Ralph Renick - Retirement

Retirement

During the majority of his tenure at WTVJ, Renick reported directly to Mitchell Wolfson. He was, in fact, believed to be the only news director in local American television news to report direct to a station owner rather than a station's general manager. As a result, Renick had unprecedented authority before Wolfson's death.

After the acquisition, KKR began to structure WTVJ's newsroom differently in the more traditional way of the 1980s with multiple persons in management, and slowly stripped Renick of that authority, making it uncomfortable for him to continue within his unique role as the station's top anchor, editorialist, news director,and Vice President for News. As a result, Renick made the preemtive decision to resign on his terms rather than be forced out by KKR.

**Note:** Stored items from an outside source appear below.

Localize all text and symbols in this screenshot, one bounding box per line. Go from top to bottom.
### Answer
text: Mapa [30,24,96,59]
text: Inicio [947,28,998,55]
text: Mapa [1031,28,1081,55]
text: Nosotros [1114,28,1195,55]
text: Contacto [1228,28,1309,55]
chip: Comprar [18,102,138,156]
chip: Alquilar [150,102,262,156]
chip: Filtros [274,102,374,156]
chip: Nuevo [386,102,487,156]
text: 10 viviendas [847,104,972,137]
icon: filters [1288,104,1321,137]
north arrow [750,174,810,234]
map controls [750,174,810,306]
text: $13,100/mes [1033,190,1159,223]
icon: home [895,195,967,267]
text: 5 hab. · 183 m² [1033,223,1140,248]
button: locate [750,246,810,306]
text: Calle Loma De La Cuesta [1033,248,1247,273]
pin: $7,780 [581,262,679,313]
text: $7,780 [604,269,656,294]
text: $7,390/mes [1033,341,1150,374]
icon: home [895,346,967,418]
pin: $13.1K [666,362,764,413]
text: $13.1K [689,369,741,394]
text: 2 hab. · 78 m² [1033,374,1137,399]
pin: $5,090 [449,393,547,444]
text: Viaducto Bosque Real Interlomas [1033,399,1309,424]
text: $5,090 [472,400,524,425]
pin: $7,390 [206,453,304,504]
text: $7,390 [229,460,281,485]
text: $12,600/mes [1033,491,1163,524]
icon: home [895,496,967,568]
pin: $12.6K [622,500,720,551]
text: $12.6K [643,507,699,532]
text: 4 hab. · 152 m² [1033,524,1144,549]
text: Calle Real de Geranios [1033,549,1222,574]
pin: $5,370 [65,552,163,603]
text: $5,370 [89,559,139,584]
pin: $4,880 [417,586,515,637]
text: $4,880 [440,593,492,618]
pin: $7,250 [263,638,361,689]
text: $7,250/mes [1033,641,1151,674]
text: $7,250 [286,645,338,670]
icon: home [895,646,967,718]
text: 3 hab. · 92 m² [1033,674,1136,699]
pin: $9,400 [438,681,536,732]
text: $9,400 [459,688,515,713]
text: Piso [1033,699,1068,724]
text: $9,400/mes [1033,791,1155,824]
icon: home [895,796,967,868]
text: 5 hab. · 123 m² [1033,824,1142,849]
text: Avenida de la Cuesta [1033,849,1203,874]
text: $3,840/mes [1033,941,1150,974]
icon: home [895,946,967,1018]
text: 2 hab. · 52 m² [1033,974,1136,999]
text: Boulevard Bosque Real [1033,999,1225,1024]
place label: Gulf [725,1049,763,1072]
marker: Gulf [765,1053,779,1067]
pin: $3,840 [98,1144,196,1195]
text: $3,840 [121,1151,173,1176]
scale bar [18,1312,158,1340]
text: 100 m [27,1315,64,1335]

In March 1985, Renick appeared for the last time on WTVJ, telling his audience "It is my decision, effective tonight, to step down as vice president and news director of WTVJ, and also relinquish my duties as newscaster/editorialist on this program." At the time, he did not announce what his plans were. He simply told viewers "I thank you for being the most supportive TV news audience anyone could ever hope to have." He ended his run on the station with his traditional sign-off, "Good night and may the good news be yours," but then added these three words: "... and hopefully mine."

Within six weeks, Renick announced he would be a candidate in the 1986 race for Governor as a Democrat. He spent $100,000 of his own money on his failed gubernatorial bid before quitting the race after six months.

In 1988, Renick returned to the air once again, after signing a multi-year contract with WCIX Channel 6 (now WFOR) to do a nightly commentary called "The Ralph Renick Report." As his health began to fail, Renick officially retired in September 1990.